O passado nunca revela uma resposta simples, porque muitos parâmetros entram em jogo. Nós evoluímos, os nossos corpos evoluíram, e isto aconteceu por uma razão. Não evoluímos necessariamente porque os nossos alimentos anteriores eram cada vez mais adequados. Evoluímos para aproveitar ao máximo o que estava disponível, a fim de sobreviver. Por outro lado, existem muitas evoluções antigas e recentes que nos influenciam, e diferem de pessoa para pessoa, seja geneticamente, enzimaticamente ou em termos da flora intestinal. As dietas ancestrais não são, na minha opinião, uma resposta quanto ao que devemos comer.
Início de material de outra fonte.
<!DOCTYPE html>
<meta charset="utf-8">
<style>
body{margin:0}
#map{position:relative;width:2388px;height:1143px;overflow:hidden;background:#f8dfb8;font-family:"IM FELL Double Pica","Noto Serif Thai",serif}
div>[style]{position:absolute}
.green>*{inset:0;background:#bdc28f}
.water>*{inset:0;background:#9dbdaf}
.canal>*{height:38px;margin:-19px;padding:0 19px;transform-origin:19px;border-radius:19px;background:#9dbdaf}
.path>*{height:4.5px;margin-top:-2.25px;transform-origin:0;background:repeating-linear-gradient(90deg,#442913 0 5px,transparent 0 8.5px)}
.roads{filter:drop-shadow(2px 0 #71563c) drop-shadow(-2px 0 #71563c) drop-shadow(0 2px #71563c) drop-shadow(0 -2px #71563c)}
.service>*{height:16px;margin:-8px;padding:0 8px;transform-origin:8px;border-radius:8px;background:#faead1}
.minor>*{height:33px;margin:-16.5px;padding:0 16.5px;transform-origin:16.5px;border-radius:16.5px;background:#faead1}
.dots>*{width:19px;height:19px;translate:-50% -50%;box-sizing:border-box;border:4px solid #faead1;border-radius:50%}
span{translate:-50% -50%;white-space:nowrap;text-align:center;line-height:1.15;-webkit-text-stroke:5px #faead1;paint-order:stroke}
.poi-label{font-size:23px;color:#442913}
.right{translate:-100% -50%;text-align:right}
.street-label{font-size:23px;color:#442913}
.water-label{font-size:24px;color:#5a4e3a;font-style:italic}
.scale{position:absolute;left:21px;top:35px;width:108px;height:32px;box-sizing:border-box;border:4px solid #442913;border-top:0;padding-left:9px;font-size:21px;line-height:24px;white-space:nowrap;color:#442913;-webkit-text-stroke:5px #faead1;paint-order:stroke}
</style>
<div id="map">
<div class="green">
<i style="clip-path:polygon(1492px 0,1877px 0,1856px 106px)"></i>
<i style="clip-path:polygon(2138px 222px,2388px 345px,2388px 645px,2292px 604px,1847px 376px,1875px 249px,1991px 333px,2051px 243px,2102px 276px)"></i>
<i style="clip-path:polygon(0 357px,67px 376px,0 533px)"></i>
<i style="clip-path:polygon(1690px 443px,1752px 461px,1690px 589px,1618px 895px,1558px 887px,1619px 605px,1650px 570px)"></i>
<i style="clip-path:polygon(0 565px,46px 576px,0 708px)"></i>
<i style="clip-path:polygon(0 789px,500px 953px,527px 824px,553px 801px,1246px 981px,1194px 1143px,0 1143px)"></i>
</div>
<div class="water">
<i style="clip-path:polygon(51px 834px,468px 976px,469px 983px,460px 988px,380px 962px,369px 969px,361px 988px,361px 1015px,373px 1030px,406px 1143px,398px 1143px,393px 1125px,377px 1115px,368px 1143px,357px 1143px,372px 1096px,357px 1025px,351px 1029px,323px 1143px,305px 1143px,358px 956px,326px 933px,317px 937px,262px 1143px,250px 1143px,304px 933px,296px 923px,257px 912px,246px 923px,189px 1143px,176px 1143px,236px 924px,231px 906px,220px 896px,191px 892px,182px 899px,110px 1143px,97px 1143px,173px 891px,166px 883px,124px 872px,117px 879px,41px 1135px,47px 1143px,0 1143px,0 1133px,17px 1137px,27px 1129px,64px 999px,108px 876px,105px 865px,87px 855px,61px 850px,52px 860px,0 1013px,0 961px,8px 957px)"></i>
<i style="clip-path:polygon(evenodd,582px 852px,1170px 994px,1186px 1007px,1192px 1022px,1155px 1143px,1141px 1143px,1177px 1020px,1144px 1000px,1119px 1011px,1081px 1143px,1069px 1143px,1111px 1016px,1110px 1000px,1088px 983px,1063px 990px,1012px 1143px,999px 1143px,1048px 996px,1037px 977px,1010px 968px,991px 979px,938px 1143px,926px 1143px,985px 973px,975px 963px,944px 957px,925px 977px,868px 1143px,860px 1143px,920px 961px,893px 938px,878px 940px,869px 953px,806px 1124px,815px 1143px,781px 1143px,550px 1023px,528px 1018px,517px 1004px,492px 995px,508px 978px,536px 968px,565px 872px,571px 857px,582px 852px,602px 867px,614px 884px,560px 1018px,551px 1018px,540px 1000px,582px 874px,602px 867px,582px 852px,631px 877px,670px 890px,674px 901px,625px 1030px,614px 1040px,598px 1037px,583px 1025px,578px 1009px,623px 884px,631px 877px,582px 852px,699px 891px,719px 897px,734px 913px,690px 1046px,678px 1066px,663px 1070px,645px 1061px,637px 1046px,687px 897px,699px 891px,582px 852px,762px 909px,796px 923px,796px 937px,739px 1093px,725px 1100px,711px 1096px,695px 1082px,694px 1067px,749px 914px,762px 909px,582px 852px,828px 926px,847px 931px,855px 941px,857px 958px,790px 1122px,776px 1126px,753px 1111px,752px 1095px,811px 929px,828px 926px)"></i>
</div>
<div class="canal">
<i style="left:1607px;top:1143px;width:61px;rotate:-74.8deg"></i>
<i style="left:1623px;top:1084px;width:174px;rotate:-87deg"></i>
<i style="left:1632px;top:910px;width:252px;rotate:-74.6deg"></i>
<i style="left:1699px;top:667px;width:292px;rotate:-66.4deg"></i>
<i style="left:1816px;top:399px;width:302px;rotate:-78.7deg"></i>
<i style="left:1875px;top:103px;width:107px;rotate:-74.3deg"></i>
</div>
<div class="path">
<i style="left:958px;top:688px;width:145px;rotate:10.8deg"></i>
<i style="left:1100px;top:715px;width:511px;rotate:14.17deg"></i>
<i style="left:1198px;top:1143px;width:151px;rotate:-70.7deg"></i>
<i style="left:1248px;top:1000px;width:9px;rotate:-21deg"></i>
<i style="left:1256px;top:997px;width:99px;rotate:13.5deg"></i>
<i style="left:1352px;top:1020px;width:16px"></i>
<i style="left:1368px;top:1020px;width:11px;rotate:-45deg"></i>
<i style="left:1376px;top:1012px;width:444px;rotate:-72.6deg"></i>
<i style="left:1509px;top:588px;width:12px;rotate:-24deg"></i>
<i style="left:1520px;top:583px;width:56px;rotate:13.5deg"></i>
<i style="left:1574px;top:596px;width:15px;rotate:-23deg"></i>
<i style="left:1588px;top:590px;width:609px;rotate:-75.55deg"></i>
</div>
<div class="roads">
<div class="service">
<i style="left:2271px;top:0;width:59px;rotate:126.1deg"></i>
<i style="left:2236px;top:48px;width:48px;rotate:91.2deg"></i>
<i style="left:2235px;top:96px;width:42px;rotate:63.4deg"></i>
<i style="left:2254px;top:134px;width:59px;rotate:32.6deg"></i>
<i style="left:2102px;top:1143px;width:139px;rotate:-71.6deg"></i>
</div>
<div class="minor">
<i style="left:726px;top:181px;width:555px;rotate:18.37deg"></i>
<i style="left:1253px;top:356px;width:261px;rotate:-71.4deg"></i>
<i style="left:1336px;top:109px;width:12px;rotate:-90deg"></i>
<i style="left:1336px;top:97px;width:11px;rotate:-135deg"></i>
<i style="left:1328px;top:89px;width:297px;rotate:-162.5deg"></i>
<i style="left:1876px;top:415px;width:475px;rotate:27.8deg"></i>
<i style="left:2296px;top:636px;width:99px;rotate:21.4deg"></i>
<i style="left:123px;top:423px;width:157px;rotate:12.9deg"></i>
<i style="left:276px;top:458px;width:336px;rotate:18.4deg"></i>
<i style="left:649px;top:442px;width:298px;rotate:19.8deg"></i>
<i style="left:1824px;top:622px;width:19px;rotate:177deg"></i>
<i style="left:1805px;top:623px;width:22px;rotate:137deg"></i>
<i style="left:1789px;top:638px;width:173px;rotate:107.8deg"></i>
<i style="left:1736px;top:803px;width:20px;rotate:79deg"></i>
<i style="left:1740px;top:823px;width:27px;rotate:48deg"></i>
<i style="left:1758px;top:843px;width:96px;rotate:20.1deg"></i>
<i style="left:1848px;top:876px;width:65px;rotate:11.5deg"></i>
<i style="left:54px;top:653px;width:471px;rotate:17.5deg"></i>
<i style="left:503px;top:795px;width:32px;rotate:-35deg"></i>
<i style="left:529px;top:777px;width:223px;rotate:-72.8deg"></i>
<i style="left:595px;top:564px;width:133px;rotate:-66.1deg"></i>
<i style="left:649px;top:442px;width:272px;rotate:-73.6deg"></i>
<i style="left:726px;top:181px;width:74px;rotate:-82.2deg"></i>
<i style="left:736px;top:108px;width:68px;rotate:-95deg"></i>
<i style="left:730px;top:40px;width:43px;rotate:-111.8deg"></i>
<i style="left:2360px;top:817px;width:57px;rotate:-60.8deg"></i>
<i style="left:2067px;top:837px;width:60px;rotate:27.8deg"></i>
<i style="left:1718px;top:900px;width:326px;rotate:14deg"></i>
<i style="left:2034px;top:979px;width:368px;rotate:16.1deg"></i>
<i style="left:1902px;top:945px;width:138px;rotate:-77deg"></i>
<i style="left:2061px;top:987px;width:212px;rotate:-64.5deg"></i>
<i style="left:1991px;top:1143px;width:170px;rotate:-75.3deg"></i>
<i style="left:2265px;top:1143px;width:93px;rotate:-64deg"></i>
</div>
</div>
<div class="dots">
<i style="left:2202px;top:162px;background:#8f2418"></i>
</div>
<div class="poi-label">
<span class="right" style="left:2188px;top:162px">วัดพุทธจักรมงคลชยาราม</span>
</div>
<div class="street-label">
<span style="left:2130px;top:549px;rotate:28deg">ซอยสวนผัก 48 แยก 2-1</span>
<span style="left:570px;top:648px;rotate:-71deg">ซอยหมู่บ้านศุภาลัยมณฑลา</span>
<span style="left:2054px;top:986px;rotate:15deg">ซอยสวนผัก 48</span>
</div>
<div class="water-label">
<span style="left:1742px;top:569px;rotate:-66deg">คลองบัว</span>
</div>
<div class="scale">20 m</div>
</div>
É mais simplesmente um contexto histórico, ver como o homem se adaptou a uma natureza dura, que não lhe fornecia muita comida durante certos períodos de temperaturas frias. Em qualquer caso, parte da verdade reside no facto de que todos os tipos de alimentos consumidos pelos nossos antepassados - dietas de insectos, dietas de carne, dietas vegetarianas, dietas veganas, etc. - são muito mais saudáveis do que a dieta tradicional. - são muito mais saudáveis do que a dieta moderna dos países ocidentais! 

Estudos modernos sugerem que uma dieta predominantemente baseada em vegetais é a mais adequada para uma boa saúde. Uma dieta saudável, viva, vitalizante e variada, como parte de um estilo de vida globalmente saudável, a fim de abordar as várias questões acima mencionadas.